A íbis careca e criativa. Fonte: arkive.org

Momentos depois a doutora abre a porta e deixa passar a poliqueta. A íbis que era a próxima cliente tinha ao seu redor um conjunto de dobraduras feitas com diversas páginas de revistas. Os origamis, todos representando outras íbis, desenhavam no chão formações diversas.

-Vamos entrando, Dona Geronticus, a senhora é a próxima. – A doutora acompanhou a ave totalmente sem penas na cabeça vermelha semelhante à de um urubu caminhando com deselegância para dentro de sua sala e se empoleirando no encosto do divã. – O que a traz aqui hoje, minha cara?

– Doutora, será que tenho uma fixação na fase anal? Adoro inventar coisas diferentes na hora de voar, mas ninguém reconhece a genialidade do que eu crio. Tenho uma dependência de reconhecimento.

-Ninguém reconhece sua genialidade. Fale mais sobre isso.

-Bom, as íbis carecas sempre voam em formação de V. Me parece que todas nós nascemos assim e só sabemos fazer isso. Não nos questionamos, não damos asas à nossa imaginação. Só papagaiamos um padrão. Odeio isso. Eu prefiro criar! Prefiro inventar formações novas. Toda vez que chega minha hora de assumir a frente do bando eu dirijo as outras meninas para fazermos os mais lindos padrões nos céus. Passei pela fase das figuras, desenhando corações, trevos, ondas, casas. Passei pela fase dos emoticons, com as mais diferentes carinhas. Passei pela fase das mensagens, voávamos escrevendo “papagaio come milho, periquito leva a fama” ou “de grão em grão a galinha enche o bico”. Adoro inventar formações diferentes. O problema é que minhas companheiras de bando ficam rechaçando minha criatividade, me inibindo. Não aguento mais essa vida burocrática de só voar em V, mas se elas não querem colaborar, não consigo dar vazão à minha arte! Me ajude, doutora. Como posso abrir a mente delas?

-De fato, a senhora é muito inventiva e reconheço o mérito nisso. Mas já considerou que talvez exista uma razão de ser para todas as outras íbis só voarem no tradicional V? Talvez fosse melhor direcionar sua criatividade para outras áreas.

-Mas por que haveria uma vantagem específica em voar em V? Por que não em círculo ou em X?

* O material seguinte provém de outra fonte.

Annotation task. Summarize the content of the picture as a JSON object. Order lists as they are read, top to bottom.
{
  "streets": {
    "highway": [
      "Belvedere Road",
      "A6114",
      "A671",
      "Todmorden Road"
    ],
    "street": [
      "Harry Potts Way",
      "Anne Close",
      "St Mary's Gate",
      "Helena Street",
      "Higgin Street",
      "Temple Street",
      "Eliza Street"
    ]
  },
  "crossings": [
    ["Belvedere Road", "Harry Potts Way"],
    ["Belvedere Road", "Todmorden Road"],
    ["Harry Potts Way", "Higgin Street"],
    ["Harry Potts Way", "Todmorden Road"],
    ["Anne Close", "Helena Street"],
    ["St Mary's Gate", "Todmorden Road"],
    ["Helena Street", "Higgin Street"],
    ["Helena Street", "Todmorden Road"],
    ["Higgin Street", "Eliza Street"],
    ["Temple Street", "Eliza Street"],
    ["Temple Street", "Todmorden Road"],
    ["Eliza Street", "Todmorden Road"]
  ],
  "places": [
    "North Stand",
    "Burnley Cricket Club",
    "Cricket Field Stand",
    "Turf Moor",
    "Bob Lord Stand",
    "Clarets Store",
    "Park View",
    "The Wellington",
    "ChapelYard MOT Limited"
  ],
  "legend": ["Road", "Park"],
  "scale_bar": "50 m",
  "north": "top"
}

-Olha, pesquisadores sugerem há décadas que esteja relacionado à economia de energia e ao aproveitamento do vórtex criado na ponta da asa da ave ao lado, mas nunca foi possível medir se as aves conseguem de fato se posicionar e abanar as asas da forma realmente mais econômica. Seria necessário usar sensores de posição nas aves que seriam grandes e pesados demais para não atrapalhar no próprio voo. A menos que uma íbis resolva estudar isso.

-Doutora, que grande ideia. Sempre quis me tornar uma cientista. Elaborar as mais audaciosas hipóteses e os mais belos teoremas matemáticos de excelência em voo. Seria perfeito! – Sorriu a ave com seu bico adunco e um leve arrepio nas coberteiras atrás da cabeça.

Várias espécies, como os gansos acima, voam em V. Fonte: sharing the planet with animals.

-Não tente mudar a forma de voo, a formação em V aparentemente proporciona uma economia energética razoável, por isso outras formações não são feitas em geral. Não é falta de criatividade, é um ótimo alcançado empiricamente. Nosso horário acabou. Posso ajuda-la em algo mais?

-Não, foi ótimo ter vindo. A senhora deu uma excelente ideia. – E lá se foi volitando a íbis, com uma nova perspectiva, ignorando o elevador e saltando janela a fora. Na antessala do consultório.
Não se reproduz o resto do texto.